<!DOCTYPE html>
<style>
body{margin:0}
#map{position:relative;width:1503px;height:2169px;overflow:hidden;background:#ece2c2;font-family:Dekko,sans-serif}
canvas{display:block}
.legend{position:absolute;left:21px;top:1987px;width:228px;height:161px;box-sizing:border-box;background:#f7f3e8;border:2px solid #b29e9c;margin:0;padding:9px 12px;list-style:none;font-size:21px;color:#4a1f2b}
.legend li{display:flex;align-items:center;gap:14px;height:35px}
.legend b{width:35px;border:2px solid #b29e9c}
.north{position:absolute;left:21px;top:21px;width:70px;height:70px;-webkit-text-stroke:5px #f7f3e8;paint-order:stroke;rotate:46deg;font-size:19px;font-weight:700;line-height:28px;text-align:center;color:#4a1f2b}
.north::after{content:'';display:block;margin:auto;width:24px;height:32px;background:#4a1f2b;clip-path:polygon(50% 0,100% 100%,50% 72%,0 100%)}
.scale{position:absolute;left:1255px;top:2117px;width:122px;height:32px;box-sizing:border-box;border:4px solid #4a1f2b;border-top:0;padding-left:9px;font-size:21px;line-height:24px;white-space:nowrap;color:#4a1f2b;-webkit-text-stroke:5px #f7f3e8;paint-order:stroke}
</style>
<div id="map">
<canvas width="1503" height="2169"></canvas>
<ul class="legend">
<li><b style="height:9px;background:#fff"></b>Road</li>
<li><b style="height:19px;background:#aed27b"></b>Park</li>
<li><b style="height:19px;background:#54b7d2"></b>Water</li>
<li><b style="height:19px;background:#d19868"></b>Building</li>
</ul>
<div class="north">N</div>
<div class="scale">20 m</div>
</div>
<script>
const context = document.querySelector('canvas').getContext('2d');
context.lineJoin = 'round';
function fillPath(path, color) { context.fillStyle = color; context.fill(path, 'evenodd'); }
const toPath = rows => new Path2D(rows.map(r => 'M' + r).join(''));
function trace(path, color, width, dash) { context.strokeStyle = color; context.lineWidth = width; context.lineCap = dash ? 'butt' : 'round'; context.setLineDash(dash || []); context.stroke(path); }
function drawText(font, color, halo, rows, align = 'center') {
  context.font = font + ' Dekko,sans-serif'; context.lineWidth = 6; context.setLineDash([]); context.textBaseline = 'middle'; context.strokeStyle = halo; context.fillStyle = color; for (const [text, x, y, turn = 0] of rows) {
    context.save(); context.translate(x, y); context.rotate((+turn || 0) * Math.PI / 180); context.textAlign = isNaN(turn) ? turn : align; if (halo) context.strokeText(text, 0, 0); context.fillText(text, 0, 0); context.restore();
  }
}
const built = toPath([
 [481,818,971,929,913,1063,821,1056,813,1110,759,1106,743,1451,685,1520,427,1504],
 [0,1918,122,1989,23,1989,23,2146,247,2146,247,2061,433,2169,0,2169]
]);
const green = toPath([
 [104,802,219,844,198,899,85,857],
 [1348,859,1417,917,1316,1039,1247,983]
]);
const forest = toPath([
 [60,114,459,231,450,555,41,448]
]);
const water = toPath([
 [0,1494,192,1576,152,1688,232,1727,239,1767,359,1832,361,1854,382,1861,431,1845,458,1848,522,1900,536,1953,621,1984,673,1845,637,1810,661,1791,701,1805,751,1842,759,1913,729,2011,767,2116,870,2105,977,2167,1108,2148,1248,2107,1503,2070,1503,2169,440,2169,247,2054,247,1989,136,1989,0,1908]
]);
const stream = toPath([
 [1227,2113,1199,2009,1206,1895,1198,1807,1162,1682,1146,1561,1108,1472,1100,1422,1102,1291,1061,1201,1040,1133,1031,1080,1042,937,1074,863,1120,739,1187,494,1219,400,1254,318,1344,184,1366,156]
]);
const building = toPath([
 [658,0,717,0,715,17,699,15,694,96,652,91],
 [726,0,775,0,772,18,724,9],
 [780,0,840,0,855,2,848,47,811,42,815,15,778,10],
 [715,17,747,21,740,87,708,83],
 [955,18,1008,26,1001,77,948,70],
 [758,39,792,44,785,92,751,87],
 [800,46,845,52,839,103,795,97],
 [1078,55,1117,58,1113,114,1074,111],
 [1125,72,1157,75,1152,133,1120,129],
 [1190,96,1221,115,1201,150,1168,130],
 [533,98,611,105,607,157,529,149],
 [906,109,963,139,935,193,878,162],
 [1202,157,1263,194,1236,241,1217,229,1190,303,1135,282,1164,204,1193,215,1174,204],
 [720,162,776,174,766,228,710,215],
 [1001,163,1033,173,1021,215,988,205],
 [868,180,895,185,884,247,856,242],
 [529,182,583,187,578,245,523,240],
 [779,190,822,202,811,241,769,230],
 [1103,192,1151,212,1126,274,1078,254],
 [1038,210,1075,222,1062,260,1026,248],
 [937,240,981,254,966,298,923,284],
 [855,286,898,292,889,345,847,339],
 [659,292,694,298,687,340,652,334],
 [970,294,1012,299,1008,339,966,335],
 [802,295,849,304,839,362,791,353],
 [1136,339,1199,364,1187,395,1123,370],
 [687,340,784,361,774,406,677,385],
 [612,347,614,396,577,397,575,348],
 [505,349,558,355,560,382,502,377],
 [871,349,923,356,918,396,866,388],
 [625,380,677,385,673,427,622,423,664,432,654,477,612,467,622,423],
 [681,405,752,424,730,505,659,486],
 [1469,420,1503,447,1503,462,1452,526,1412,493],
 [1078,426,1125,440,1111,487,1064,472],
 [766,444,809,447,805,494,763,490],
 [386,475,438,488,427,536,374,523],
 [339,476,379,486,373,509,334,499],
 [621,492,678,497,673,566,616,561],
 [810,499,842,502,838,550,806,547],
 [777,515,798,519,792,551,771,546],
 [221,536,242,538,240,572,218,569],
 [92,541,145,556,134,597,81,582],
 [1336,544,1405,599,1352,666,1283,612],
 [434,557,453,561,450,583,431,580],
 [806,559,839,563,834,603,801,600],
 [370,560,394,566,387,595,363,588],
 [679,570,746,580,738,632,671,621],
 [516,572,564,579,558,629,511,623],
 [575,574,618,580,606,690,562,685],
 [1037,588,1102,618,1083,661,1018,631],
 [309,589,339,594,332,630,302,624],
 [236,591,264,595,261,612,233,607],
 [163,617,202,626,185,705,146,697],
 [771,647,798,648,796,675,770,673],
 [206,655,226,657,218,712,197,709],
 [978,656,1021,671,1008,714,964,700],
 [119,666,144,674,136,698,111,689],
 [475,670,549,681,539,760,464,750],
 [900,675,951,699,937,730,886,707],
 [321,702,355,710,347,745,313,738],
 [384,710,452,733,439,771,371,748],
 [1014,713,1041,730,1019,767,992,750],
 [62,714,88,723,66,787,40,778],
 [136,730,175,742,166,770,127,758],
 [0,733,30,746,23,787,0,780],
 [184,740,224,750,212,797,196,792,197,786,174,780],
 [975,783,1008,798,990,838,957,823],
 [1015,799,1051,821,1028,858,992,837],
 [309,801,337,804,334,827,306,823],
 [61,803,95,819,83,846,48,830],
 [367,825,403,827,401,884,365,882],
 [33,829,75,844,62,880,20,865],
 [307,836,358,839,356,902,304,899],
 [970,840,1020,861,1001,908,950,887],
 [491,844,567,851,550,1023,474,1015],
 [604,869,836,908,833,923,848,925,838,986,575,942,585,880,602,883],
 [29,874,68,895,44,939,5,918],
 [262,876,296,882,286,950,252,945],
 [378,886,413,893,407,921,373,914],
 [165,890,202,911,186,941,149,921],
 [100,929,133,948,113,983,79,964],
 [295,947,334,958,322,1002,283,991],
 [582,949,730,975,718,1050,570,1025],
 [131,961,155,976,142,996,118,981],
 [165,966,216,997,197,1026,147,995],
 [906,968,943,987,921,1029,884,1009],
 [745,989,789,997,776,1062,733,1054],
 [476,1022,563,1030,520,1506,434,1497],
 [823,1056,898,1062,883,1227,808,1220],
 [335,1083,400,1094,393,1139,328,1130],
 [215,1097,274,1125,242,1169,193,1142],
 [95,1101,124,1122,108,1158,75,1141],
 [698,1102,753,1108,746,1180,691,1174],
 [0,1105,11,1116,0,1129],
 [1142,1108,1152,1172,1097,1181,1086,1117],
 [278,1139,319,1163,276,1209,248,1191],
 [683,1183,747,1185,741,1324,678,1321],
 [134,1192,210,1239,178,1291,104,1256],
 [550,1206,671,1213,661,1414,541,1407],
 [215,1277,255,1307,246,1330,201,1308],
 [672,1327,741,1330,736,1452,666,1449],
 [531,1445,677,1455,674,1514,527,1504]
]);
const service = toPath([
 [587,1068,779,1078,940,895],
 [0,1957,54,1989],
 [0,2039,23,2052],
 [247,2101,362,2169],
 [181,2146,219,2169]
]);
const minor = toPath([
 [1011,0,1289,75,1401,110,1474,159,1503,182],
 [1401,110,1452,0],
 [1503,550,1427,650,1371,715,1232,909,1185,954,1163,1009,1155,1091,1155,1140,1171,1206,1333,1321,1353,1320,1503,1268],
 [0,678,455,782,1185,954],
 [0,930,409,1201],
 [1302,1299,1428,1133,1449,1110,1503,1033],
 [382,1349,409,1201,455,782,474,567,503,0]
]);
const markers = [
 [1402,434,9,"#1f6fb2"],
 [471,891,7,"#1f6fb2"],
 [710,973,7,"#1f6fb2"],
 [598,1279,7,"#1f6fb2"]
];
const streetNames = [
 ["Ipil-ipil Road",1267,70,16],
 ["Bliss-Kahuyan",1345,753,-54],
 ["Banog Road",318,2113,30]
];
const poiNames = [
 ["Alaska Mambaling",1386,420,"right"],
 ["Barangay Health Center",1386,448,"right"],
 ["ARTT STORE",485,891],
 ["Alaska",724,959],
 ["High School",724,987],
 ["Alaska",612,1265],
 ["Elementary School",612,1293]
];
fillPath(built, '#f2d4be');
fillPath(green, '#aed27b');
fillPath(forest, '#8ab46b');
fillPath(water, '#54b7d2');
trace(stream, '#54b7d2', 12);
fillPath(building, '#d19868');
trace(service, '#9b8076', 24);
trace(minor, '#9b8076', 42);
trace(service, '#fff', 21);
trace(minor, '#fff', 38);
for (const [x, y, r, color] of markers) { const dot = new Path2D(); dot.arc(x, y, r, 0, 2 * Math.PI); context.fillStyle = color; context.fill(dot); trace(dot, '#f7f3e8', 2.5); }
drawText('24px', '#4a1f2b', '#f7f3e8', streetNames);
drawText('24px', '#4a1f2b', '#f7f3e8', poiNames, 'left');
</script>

- - - - - - -

## REQUIREMENT:
Filter the data for the string "Alaska". Copy each matching line.

## RESPONSE TO THIS EXERCISE:
 ["Alaska Mambaling",1386,420,"right"],
 ["Alaska",724,959],
 ["Alaska",612,1265],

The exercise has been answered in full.